"Therefore they should come to the table and reach an agreement that would protect their identity"
About this Quote
The subtext is that identity in a divided society is both precious and dangerous. It can justify exclusion, feed grievance, and lock communities into permanent siege mentalities. Hume’s genius was to translate that emotional fuel into institutional language: rights, guarantees, parity of esteem. He’s implicitly arguing that you don’t dissolve identity to end conflict; you secure it, so it stops needing to shout. Protection becomes a peace technology.

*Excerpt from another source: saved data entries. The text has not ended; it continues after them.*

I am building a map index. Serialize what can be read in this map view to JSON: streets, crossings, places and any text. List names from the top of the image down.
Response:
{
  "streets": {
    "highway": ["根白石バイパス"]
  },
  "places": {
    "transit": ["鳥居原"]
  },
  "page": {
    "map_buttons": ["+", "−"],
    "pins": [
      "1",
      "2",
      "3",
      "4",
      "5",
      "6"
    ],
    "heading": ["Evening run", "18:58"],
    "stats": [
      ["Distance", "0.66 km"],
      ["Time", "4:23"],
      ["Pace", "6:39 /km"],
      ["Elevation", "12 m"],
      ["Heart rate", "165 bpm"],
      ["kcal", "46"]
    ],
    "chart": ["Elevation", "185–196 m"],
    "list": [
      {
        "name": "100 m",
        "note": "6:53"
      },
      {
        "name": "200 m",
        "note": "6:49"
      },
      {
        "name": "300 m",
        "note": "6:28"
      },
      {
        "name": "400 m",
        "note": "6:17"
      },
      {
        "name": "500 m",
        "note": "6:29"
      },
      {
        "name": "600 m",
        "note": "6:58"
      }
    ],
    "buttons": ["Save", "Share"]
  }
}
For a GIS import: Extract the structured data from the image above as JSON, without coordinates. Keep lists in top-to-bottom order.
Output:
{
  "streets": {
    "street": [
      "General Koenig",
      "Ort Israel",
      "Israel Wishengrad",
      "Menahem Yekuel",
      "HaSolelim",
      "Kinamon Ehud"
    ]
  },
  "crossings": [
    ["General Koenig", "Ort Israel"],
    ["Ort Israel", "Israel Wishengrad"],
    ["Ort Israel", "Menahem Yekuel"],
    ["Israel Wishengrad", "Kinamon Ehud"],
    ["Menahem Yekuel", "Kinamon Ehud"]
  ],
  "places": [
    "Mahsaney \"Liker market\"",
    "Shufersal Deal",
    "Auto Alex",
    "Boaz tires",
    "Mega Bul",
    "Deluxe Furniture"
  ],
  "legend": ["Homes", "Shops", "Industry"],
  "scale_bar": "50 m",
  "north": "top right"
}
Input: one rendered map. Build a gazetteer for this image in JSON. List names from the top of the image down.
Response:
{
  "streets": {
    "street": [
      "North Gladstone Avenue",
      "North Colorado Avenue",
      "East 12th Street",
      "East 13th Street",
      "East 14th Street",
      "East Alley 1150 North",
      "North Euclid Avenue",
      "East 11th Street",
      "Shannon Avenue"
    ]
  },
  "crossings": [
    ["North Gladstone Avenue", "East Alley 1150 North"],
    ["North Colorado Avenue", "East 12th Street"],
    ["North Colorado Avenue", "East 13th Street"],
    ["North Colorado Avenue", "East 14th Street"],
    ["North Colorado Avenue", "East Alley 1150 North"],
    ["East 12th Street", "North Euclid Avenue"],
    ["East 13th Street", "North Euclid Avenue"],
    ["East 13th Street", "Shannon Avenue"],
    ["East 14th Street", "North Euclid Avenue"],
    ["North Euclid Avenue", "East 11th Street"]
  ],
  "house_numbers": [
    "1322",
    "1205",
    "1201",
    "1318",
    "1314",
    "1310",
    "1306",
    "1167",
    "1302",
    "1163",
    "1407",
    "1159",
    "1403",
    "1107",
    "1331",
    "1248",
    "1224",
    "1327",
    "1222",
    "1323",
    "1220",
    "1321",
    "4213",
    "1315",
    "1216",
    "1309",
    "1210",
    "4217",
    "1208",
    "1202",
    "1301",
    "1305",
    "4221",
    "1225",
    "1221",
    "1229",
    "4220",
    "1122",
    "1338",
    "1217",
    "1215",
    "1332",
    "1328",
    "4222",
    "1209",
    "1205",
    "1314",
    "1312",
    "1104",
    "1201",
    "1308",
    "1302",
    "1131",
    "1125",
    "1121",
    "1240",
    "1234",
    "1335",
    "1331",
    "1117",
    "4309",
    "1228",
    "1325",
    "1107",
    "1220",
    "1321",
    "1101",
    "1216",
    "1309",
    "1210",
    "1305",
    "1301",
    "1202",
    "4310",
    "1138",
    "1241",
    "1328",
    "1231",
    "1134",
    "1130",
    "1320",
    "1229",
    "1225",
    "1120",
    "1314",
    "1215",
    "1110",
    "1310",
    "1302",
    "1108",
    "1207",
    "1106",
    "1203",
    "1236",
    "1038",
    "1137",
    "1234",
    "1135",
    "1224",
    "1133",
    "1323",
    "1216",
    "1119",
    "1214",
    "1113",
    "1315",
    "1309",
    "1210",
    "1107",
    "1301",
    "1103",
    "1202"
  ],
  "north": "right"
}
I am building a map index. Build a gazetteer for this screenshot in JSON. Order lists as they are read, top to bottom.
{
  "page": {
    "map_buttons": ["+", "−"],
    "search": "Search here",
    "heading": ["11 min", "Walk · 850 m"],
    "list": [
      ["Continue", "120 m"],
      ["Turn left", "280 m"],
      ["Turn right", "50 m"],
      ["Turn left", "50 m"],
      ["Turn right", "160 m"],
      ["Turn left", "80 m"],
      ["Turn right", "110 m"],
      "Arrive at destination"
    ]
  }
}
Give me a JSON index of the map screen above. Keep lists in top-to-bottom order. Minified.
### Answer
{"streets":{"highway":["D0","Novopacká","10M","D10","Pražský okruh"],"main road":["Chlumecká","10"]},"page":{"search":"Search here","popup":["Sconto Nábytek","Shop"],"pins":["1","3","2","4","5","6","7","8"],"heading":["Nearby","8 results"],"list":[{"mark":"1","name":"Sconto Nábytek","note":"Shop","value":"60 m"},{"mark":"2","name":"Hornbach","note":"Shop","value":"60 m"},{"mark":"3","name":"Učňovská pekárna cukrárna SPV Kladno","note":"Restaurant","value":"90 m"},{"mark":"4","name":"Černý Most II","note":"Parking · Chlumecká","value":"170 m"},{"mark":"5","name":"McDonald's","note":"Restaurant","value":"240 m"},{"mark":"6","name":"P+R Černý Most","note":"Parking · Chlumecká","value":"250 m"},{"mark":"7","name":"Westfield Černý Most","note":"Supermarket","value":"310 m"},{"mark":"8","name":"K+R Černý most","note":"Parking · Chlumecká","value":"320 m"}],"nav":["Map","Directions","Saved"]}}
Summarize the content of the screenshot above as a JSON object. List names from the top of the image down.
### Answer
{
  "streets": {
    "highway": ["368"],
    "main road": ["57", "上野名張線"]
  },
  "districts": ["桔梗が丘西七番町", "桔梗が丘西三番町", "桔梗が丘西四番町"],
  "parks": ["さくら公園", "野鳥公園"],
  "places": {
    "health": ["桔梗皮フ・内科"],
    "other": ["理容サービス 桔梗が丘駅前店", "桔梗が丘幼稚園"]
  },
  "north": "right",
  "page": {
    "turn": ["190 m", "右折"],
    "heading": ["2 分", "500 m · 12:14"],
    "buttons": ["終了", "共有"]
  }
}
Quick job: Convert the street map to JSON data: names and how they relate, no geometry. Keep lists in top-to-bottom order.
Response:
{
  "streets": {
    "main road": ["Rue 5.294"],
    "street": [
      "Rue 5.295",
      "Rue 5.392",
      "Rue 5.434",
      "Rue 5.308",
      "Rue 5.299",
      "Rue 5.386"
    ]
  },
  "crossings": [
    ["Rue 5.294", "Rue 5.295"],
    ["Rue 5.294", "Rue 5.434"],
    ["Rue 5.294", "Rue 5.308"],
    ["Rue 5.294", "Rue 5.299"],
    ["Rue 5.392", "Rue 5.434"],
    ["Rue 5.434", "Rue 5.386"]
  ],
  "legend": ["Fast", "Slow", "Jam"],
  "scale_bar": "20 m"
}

Context does the heavy lifting. In a landscape where "agreement" often sounded like surrender, Hume reframes compromise as self-preservation. The line also nudges opponents toward a hard truth: if your identity requires someone else’s erasure, it isn’t identity you’re defending, it’s dominance. Hume offers a more durable bargain - safety without supremacy - and makes it sound like the only adult option left.
Quote Details
| Topic | Peace |
|---|---|
| Source | Help us find the source |
| Cite |
Citation Formats
APA Style (7th ed.)
Hume, John. (2026, January 15). Therefore they should come to the table and reach an agreement that would protect their identity. FixQuotes. https://fixquotes.com/quotes/therefore-they-should-come-to-the-table-and-reach-77662/
Chicago Style
Hume, John. "Therefore they should come to the table and reach an agreement that would protect their identity." FixQuotes. January 15, 2026. https://fixquotes.com/quotes/therefore-they-should-come-to-the-table-and-reach-77662/.
MLA Style (9th ed.)
"Therefore they should come to the table and reach an agreement that would protect their identity." FixQuotes, 15 Jan. 2026, https://fixquotes.com/quotes/therefore-they-should-come-to-the-table-and-reach-77662/. Accessed 3 Mar. 2026.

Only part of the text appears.